From: Werner LEMBERG <wl@gnu.org>
To: 12291@debbugs.gnu.org
Cc: Curtis Smith <smithcu@gvsu.edu>
Subject: bug#12291: [rev 109796] wrong UTF-8 handling
Date: Tue, 28 Aug 2012 07:47:20 +0200 (CEST) [thread overview]
Message-ID: <20120828.074720.480105751.wl@gnu.org> (raw)
[-- Attachment #1: Type: Text/Plain, Size: 5007 bytes --]
[bzr revision 109796]
Have a look at the attached file, containing a single character.
(It's transmitted as binary to avoid e-mail encoding issues). It
contains a single, four-byte UTF-8 encoded character (0xF4 0xB5 0x87
0x9E, which would map to the non-existent Unicode character code
U+1351DE). If I load this file as UTF-8 encoded, Emacs gives this as
the output of `C-u C-x =':
position: 1 of 2 (0%), column: 0
character: 二 (displayed as 二) (codepoint 20108, #o47214, #x4e8c)

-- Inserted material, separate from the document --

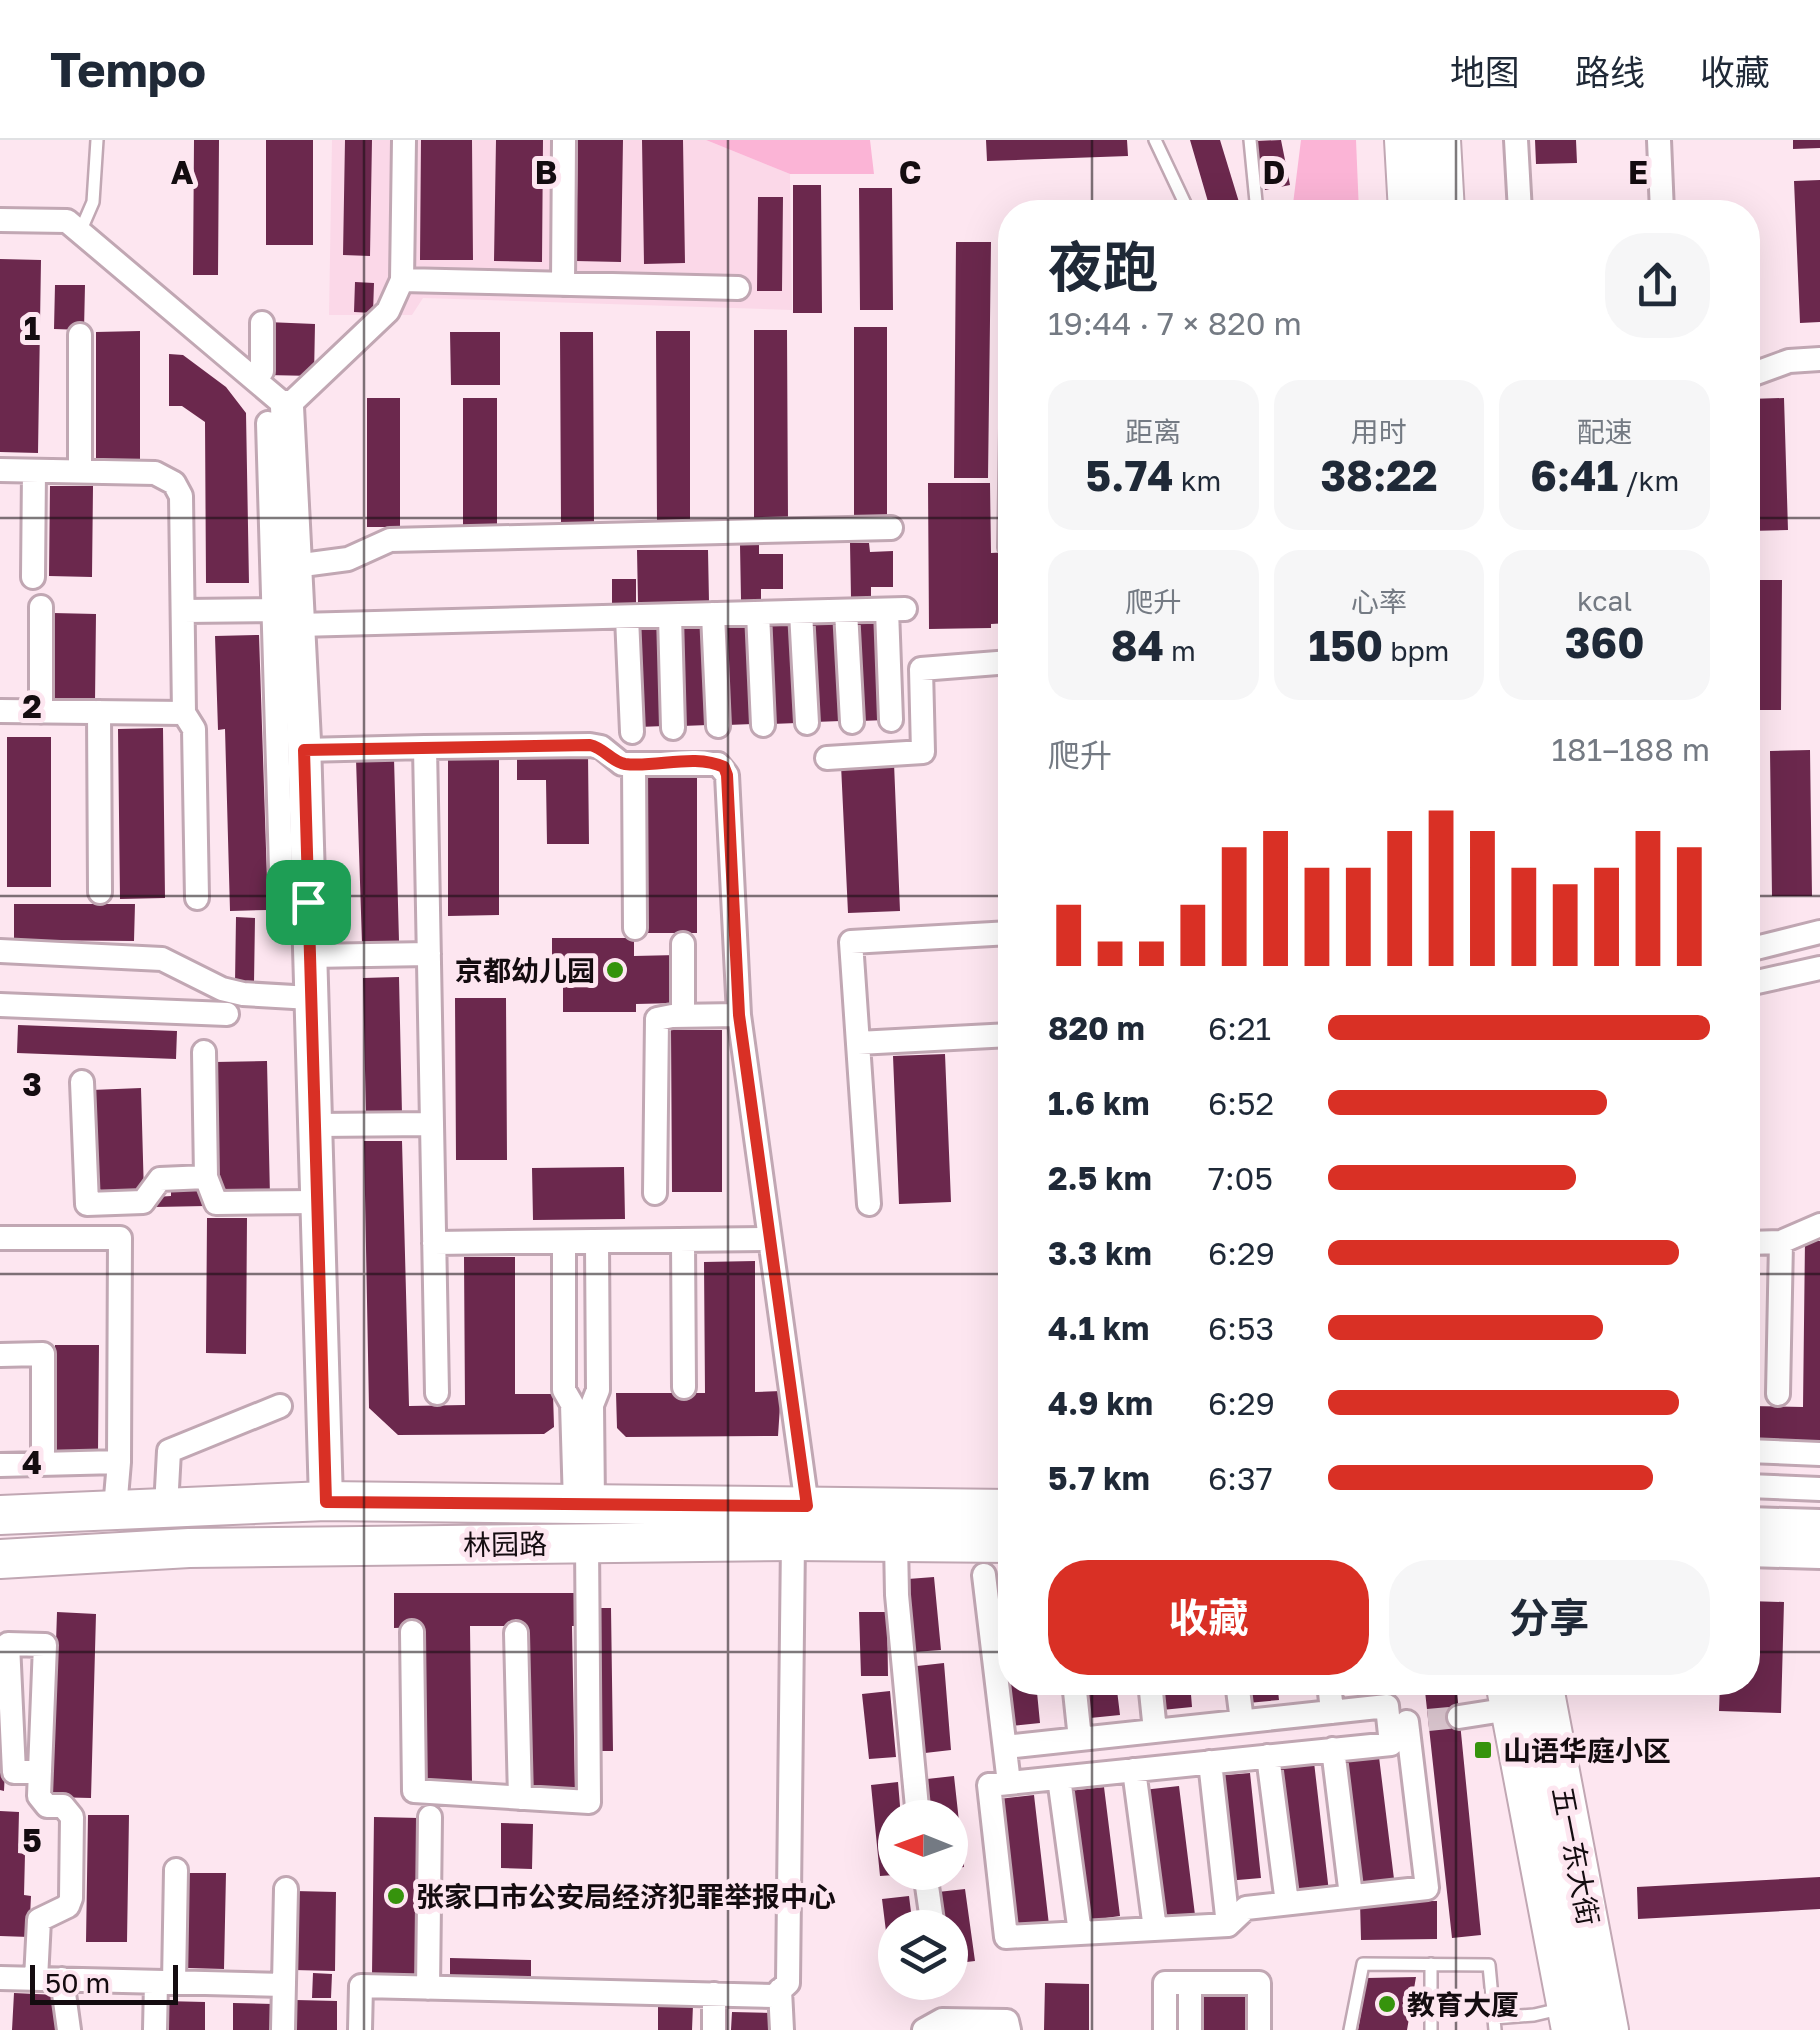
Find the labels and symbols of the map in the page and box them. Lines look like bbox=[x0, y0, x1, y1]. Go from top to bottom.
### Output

preferred charset: unicode (Unicode (ISO10646))
code point in charset: 0x4E8C
syntax: w which means: word
category: .:Base, C:2-byte han, L:Left-to-right (strong), c:Chinese, h:Korean, j:Japanese, |:line breakable
to input: type "C-x 8 RET HEX-CODEPOINT" or "C-x 8 RET NAME"
buffer code: #xE4 #xBA #x8C
file code: #xE4 #xBA #x8C (encoded by coding system utf-8-unix)
display: by this font (glyph code)
xft:-unknown-SimSun-normal-normal-normal-*-24-*-*-*-d-0-iso10646-1 (#x460)
Character code properties: customize what to show
name: CJK IDEOGRAPH-4E8C
general-category: Lo (Letter, Other)
decomposition: (20108) ('二')
Look what Emacs says about the file code. If I save this
one-character file as UTF-8, the character code stays as-is.
This behaviour is clearly wrong. I suspect that Emacs is using such a
high character code for internal representation of the `emacs-mule'
encoding. However, the user must not see this. Instead, such
characters must be converted to correct UTF-8.
Werner
======================================================================
In GNU Emacs 24.2.50.1 (i686-pc-linux-gnu, GTK+ Version 2.24.9)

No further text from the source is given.